— Problem statement —
How many lines of the entries hold the string "Jalan"? Reply with the number alone.
[[ Extracted material, beginning ]]
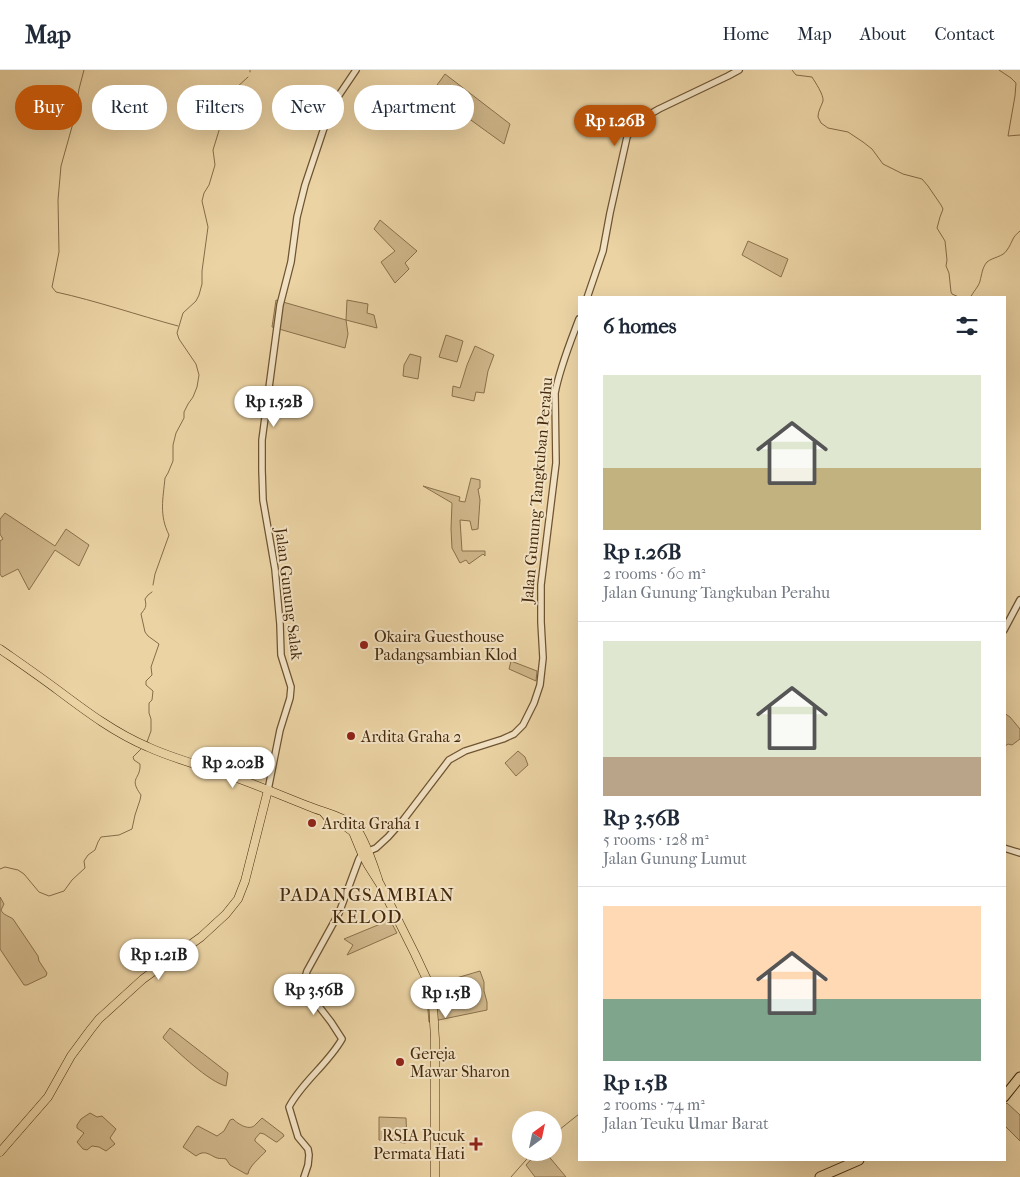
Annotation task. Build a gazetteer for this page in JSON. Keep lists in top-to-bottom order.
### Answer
{
  "streets": {
    "main road": ["Jalan Gunung Salak"],
    "street": ["Jalan Gunung Tangkuban Perahu"]
  },
  "districts": ["PADANGSAMBIAN KELOD"],
  "places": {
    "other": [
      "Okaira Guesthouse Padangsambian Klod",
      "Ardita Graha 2",
      "Ardita Graha 1",
      "Gereja Mawar Sharon"
    ],
    "health": ["RSIA Pucuk Permata Hati"]
  },
  "north": "top right",
  "page": {
    "header": "Map",
    "nav": [
      "Home",
      "Map",
      "About",
      "Contact"
    ],
    "chip": [
      "Buy",
      "Rent",
      "Filters",
      "New",
      "Apartment"
    ],
    "price": [
      "Rp 1.26B",
      "Rp 1.52B",
      "Rp 2.02B",
      "Rp 1.21B",
      "Rp 3.56B",
      "Rp 1.5B"
    ],
    "heading": "6 homes",
    "list": [
      {
        "name": "Rp 1.26B",
        "note": "2 rooms · 60 m² · Jalan Gunung Tangkuban Perahu"
      },
      {
        "name": "Rp 3.56B",
        "note": "5 rooms · 128 m² · Jalan Gunung Lumut"
      },
      {
        "name": "Rp 1.5B",
        "note": "2 rooms · 74 m² · Jalan Teuku Umar Barat"
      }
    ]
  }
}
[[ Extracted material, end ]]
— Response —
5